## [Work required]
Take the entries that follow and write them out again, word for word.

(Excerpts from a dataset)

________________________

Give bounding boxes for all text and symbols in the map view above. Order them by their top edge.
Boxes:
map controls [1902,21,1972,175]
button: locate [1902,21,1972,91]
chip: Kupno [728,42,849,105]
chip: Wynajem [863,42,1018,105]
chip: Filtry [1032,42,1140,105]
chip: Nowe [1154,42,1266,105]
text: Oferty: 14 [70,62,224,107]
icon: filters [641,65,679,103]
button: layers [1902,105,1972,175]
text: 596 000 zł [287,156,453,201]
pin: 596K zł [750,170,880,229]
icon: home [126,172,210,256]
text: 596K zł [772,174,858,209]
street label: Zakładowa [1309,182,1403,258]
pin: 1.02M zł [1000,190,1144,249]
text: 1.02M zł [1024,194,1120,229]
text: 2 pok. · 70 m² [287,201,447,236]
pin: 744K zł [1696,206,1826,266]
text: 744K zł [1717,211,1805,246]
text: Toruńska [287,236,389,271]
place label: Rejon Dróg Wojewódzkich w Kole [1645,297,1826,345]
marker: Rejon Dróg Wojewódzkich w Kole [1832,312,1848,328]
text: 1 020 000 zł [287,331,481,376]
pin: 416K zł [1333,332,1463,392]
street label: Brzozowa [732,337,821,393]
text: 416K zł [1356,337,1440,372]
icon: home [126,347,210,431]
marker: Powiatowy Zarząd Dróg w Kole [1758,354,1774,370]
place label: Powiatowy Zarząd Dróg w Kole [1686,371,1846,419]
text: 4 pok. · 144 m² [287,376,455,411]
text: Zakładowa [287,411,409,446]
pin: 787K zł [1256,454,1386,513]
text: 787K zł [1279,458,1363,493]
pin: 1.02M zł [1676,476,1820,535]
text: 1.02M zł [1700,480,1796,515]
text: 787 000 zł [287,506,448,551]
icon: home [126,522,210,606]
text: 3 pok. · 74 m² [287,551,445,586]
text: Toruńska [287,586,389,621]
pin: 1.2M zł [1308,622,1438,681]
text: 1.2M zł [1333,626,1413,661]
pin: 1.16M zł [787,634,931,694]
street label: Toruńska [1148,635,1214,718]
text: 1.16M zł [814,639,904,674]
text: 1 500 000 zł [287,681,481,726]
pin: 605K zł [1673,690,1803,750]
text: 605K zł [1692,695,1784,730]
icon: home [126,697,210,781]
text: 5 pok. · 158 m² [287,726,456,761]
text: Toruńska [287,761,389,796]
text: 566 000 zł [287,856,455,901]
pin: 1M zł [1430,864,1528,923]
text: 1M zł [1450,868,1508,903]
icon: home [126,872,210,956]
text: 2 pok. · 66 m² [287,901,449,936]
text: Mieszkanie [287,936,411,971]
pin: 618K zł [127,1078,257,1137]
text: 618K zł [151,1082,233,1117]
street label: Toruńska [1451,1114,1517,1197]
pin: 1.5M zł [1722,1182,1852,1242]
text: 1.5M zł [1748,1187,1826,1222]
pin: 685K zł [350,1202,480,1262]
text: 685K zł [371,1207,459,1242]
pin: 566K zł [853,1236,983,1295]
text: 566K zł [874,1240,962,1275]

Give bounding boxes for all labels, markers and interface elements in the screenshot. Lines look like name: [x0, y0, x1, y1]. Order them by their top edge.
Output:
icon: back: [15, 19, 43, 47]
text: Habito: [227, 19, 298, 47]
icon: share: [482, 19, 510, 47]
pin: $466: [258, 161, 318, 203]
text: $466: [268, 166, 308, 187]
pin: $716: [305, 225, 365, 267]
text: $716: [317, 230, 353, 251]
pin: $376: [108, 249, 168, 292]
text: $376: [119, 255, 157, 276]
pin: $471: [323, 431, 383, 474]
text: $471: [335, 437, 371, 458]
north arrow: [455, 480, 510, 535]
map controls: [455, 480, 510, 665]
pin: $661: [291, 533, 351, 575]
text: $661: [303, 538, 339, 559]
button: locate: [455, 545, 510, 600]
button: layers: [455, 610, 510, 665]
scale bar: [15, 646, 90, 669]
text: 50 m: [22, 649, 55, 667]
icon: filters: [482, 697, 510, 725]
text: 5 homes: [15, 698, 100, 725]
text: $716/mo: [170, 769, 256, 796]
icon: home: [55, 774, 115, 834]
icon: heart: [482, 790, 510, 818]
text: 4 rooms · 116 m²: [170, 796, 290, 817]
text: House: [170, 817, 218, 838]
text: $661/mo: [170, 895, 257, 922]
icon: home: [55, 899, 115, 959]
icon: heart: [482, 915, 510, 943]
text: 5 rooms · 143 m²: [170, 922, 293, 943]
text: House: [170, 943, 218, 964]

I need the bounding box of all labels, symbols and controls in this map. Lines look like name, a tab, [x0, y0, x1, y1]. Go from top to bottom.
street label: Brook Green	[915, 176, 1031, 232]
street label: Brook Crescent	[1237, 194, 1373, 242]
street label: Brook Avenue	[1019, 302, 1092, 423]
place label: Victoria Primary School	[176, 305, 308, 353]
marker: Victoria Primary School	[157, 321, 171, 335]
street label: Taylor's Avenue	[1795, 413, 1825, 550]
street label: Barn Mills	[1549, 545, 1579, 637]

________________________

## [Written response]
Give bounding boxes for all text and symbols in the map view above. Order them by their top edge.
Boxes:
map controls [1902,21,1972,175]
button: locate [1902,21,1972,91]
chip: Kupno [728,42,849,105]
chip: Wynajem [863,42,1018,105]
chip: Filtry [1032,42,1140,105]
chip: Nowe [1154,42,1266,105]
text: Oferty: 14 [70,62,224,107]
icon: filters [641,65,679,103]
button: layers [1902,105,1972,175]
text: 596 000 zł [287,156,453,201]
pin: 596K zł [750,170,880,229]
icon: home [126,172,210,256]
text: 596K zł [772,174,858,209]
street label: Zakładowa [1309,182,1403,258]
pin: 1.02M zł [1000,190,1144,249]
text: 1.02M zł [1024,194,1120,229]
text: 2 pok. · 70 m² [287,201,447,236]
pin: 744K zł [1696,206,1826,266]
text: 744K zł [1717,211,1805,246]
text: Toruńska [287,236,389,271]
place label: Rejon Dróg Wojewódzkich w Kole [1645,297,1826,345]
marker: Rejon Dróg Wojewódzkich w Kole [1832,312,1848,328]
text: 1 020 000 zł [287,331,481,376]
pin: 416K zł [1333,332,1463,392]
street label: Brzozowa [732,337,821,393]
text: 416K zł [1356,337,1440,372]
icon: home [126,347,210,431]
marker: Powiatowy Zarząd Dróg w Kole [1758,354,1774,370]
place label: Powiatowy Zarząd Dróg w Kole [1686,371,1846,419]
text: 4 pok. · 144 m² [287,376,455,411]
text: Zakładowa [287,411,409,446]
pin: 787K zł [1256,454,1386,513]
text: 787K zł [1279,458,1363,493]
pin: 1.02M zł [1676,476,1820,535]
text: 1.02M zł [1700,480,1796,515]
text: 787 000 zł [287,506,448,551]
icon: home [126,522,210,606]
text: 3 pok. · 74 m² [287,551,445,586]
text: Toruńska [287,586,389,621]
pin: 1.2M zł [1308,622,1438,681]
text: 1.2M zł [1333,626,1413,661]
pin: 1.16M zł [787,634,931,694]
street label: Toruńska [1148,635,1214,718]
text: 1.16M zł [814,639,904,674]
text: 1 500 000 zł [287,681,481,726]
pin: 605K zł [1673,690,1803,750]
text: 605K zł [1692,695,1784,730]
icon: home [126,697,210,781]
text: 5 pok. · 158 m² [287,726,456,761]
text: Toruńska [287,761,389,796]
text: 566 000 zł [287,856,455,901]
pin: 1M zł [1430,864,1528,923]
text: 1M zł [1450,868,1508,903]
icon: home [126,872,210,956]
text: 2 pok. · 66 m² [287,901,449,936]
text: Mieszkanie [287,936,411,971]
pin: 618K zł [127,1078,257,1137]
text: 618K zł [151,1082,233,1117]
street label: Toruńska [1451,1114,1517,1197]
pin: 1.5M zł [1722,1182,1852,1242]
text: 1.5M zł [1748,1187,1826,1222]
pin: 685K zł [350,1202,480,1262]
text: 685K zł [371,1207,459,1242]
pin: 566K zł [853,1236,983,1295]
text: 566K zł [874,1240,962,1275]

Give bounding boxes for all labels, markers and interface elements in the screenshot. Lines look like name: [x0, y0, x1, y1]. Order them by their top edge.
Output:
icon: back: [15, 19, 43, 47]
text: Habito: [227, 19, 298, 47]
icon: share: [482, 19, 510, 47]
pin: $466: [258, 161, 318, 203]
text: $466: [268, 166, 308, 187]
pin: $716: [305, 225, 365, 267]
text: $716: [317, 230, 353, 251]
pin: $376: [108, 249, 168, 292]
text: $376: [119, 255, 157, 276]
pin: $471: [323, 431, 383, 474]
text: $471: [335, 437, 371, 458]
north arrow: [455, 480, 510, 535]
map controls: [455, 480, 510, 665]
pin: $661: [291, 533, 351, 575]
text: $661: [303, 538, 339, 559]
button: locate: [455, 545, 510, 600]
button: layers: [455, 610, 510, 665]
scale bar: [15, 646, 90, 669]
text: 50 m: [22, 649, 55, 667]
icon: filters: [482, 697, 510, 725]
text: 5 homes: [15, 698, 100, 725]
text: $716/mo: [170, 769, 256, 796]
icon: home: [55, 774, 115, 834]
icon: heart: [482, 790, 510, 818]
text: 4 rooms · 116 m²: [170, 796, 290, 817]
text: House: [170, 817, 218, 838]
text: $661/mo: [170, 895, 257, 922]
icon: home: [55, 899, 115, 959]
icon: heart: [482, 915, 510, 943]
text: 5 rooms · 143 m²: [170, 922, 293, 943]
text: House: [170, 943, 218, 964]

I need the bounding box of all labels, symbols and controls in this map. Lines look like name, a tab, [x0, y0, x1, y1]. Go from top to bottom.
street label: Brook Green	[915, 176, 1031, 232]
street label: Brook Crescent	[1237, 194, 1373, 242]
street label: Brook Avenue	[1019, 302, 1092, 423]
place label: Victoria Primary School	[176, 305, 308, 353]
marker: Victoria Primary School	[157, 321, 171, 335]
street label: Taylor's Avenue	[1795, 413, 1825, 550]
street label: Barn Mills	[1549, 545, 1579, 637]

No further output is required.